Sie führt nicht zu einer Ände­rung der vor­aus­ge­gan­ge­nen Steu­er­be­schei­de, son­dern setzt ein neu­es, selb­stän­di­ges Ver­an­la­gungs­ver­fah­ren in Gang 2. Die ursprüng­li­chen Steu­er­be­schei­de sind nicht zu ändern, son­dern auf­grund eines rück­wir­ken­den Ereig­nis­ses gemäß § 175 Abs. 1 Satz 1 Nr. 2 AO auf­zu­he­ben 3.

Inwie­weit unter Berück­sich­ti­gung die­ser Umstän­de von einer ver­fah­rens­recht­li­chen Bin­dung an die Besteue­rungs­grund­la­gen aus­ge­gan­gen wer­den kann 4, brauch­te vom Bun­des­fi­nanz­hof hier nicht wei­ter erör­tert zu wer­den, da die Betei­lig­ten nicht um mate­ri­el­le Besteue­rungs­grund­la­gen strit­ten, son­dern um die Anrech­nung von Steu­er­ab­zugs­be­trä­gen (§ 36 Abs. 2 Nr. 2 EStG) auf die Steu­er­schuld, die der rechts­ge­stal­ten­den Wir­kung des Wech­sels der Ver­an­la­gungs­art unter­liegt.

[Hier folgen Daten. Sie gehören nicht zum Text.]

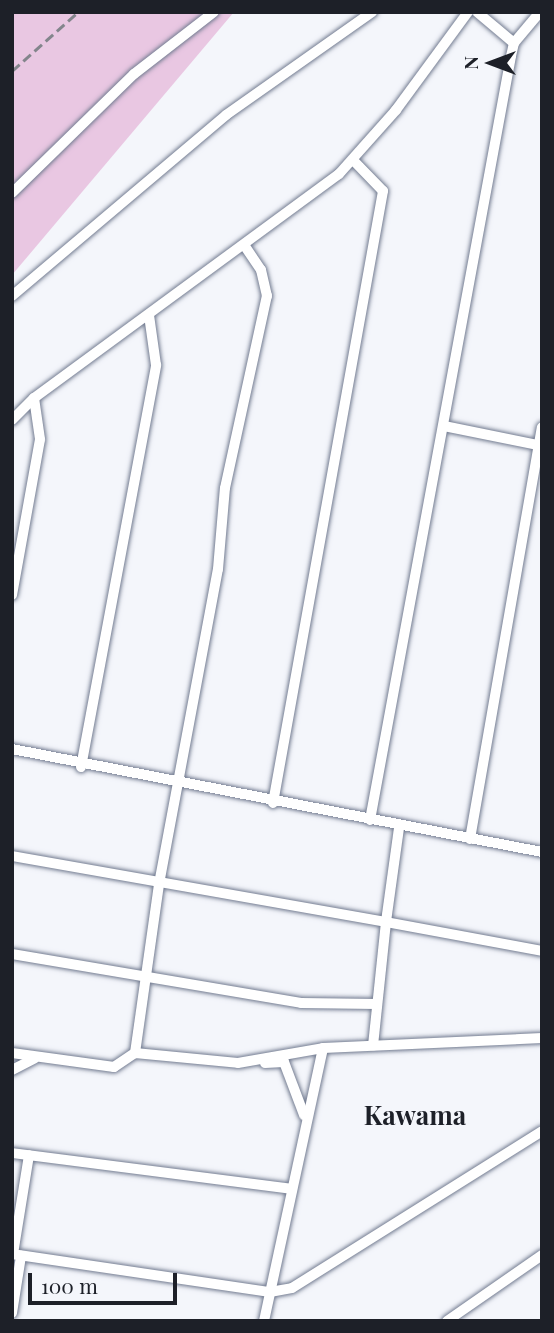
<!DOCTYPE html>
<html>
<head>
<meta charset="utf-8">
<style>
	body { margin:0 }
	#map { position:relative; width:554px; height:1333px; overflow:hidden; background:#f4f6fb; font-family:"Playfair Display",serif }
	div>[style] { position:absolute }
	.green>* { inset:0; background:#e9c7e2 }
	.roads { filter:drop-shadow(0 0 2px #737c91) drop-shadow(0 0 2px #737c91) }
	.minor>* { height:10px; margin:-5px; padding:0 5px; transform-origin:5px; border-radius:5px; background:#fff }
	.rail>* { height:2.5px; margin-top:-1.25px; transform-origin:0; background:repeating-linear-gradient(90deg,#83858c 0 10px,transparent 0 15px) }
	span { translate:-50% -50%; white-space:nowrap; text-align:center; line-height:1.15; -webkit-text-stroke:5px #f4f6fb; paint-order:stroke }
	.district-label { font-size:26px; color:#1d2028; font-weight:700 }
	.frame { position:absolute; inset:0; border:14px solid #1d2028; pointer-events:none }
	.north { position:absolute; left:456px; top:28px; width:70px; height:70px; -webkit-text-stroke:5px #f4f6fb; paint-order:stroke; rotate:270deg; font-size:19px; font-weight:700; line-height:28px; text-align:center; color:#1d2028 }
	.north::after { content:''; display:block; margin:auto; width:24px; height:32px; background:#1d2028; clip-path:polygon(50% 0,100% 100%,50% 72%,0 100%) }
	.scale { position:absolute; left:28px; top:1273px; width:149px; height:32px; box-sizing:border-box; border:4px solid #1d2028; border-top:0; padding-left:9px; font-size:21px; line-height:24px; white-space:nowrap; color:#1d2028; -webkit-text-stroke:5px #f4f6fb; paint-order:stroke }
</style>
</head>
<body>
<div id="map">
	<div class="green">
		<i style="clip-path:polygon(12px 12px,234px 12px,12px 275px)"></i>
	</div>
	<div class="roads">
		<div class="minor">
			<i style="left:477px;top:12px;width:48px;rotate:40deg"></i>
			<i style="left:12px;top:193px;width:170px;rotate:-44.3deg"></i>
			<i style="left:134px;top:74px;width:101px;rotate:-37.8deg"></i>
			<i style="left:12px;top:296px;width:280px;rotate:-40.2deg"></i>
			<i style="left:226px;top:115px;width:179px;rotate:-35.2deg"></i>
			<i style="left:12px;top:420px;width:31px;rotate:-45deg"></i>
			<i style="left:34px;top:398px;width:378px;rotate:-36.3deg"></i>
			<i style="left:339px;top:174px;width:86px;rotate:-48.3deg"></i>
			<i style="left:396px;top:110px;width:122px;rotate:-53.7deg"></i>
			<i style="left:444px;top:426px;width:100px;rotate:11.5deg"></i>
			<i style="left:12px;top:595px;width:158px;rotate:-79.8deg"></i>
			<i style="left:40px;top:439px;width:41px;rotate:-98.3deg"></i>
			<i style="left:12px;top:749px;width:540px;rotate:11deg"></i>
			<i style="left:81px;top:767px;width:409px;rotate:-79.4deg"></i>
			<i style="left:156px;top:365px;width:50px;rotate:-98deg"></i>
			<i style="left:273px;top:803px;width:622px;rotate:-79.81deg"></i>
			<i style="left:383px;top:191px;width:43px;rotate:-134.1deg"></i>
			<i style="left:370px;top:820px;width:777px;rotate:-79.54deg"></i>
			<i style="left:511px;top:56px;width:13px;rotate:-77deg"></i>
			<i style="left:514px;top:43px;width:40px;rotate:-50deg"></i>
			<i style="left:399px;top:828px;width:95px;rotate:97.9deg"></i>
			<i style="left:386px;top:922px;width:159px;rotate:10.5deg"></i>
			<i style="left:470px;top:839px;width:418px;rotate:-80.1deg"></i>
			<i style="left:12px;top:856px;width:380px;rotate:10deg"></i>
			<i style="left:386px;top:922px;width:124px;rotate:96deg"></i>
			<i style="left:12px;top:954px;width:293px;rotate:9.6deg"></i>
			<i style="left:301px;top:1003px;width:76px;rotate:0.8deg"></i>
			<i style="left:12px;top:1053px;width:103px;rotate:7.8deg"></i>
			<i style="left:114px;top:1067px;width:25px;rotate:-34deg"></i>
			<i style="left:135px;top:1053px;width:171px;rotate:-81.9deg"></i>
			<i style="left:159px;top:884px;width:320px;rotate:-79.4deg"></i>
			<i style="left:218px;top:569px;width:81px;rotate:-85.1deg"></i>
			<i style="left:225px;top:488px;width:197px;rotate:-77.7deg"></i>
			<i style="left:267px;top:296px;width:27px;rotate:-103deg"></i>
			<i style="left:261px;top:270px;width:27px;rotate:-124deg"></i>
			<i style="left:135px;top:1053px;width:103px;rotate:5.5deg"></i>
			<i style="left:238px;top:1063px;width:86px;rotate:-10deg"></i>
			<i style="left:323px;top:1048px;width:219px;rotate:-2.6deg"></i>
			<i style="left:265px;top:1063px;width:19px;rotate:-3deg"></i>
			<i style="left:284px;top:1062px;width:57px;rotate:69.3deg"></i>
			<i style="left:12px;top:1070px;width:25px;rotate:-27deg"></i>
			<i style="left:12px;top:1153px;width:282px;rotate:7.3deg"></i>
			<i style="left:12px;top:1254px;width:261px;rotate:8.4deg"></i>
			<i style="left:270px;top:1292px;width:22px;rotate:-10deg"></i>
			<i style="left:292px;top:1288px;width:295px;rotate:-32.1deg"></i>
			<i style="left:13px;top:1254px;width:100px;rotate:-80.8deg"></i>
			<i style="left:12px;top:1313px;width:58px;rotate:-81deg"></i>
			<i style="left:264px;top:1321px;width:279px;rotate:-77.8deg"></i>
			<i style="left:447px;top:1321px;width:116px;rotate:-34.8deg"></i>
		</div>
	</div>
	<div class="rail">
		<i style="left:12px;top:71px;width:89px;rotate:-41.8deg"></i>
	</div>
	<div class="district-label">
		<span style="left:415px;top:1115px">Kawama</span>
	</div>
	<div class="frame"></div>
	<div class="north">N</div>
	<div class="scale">100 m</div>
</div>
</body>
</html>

Hin­sicht­lich der Fol­gen des Wech­sels der Ver­an­la­gungs­art für die ursprüng­li­che Anrech­nungs­ver­fü­gung und einen Abrech­nungs­be­scheid (§ 218 Abs. 2 AO) konn­te der Bun­des­fi­nanz­hof vor­lie­gend dahin­ge­stellt las­sen, ob der Abrech­nungs­be­scheid hin­sicht­lich der Vor­aus­zah­lun­gen und Steu­er­ab­zugs­be­trä­ge grund­sätz­lich an die Anrech­nungs­ver­fü­gung gebun­den ist 5. Eben­so kann offen blei­ben, ob die zum Erhe­bungs­ver­fah­ren gehö­ren­de Anrech­nungs­ver­fü­gung durch die Auf­he­bung des Steu­er­fest­set­zungs­be­scheids bereits auto­ma­tisch ent­fällt, da sie (still­schwei­gend) unter einer ent­spre­chen­den auf­lö­sen­den Bedin­gung stand 6, und wie weit die ähn­lich einem Grund­la­gen­be­scheid bin­den­de Wir­kung des Steu­er­fest­set­zungs­be­scheids für die Anrech­nungs­ver­fü­gung reicht 7. Denn eine Auf­he­bung des Steu­er­fest­set­zungs­be­scheids führt jeden­falls dazu, dass die Anrech­nungs­ver­fü­gung gemäß § 131 Abs. 2 Satz 1 Nr. 3 AO wider­ru­fen wer­den kann 8.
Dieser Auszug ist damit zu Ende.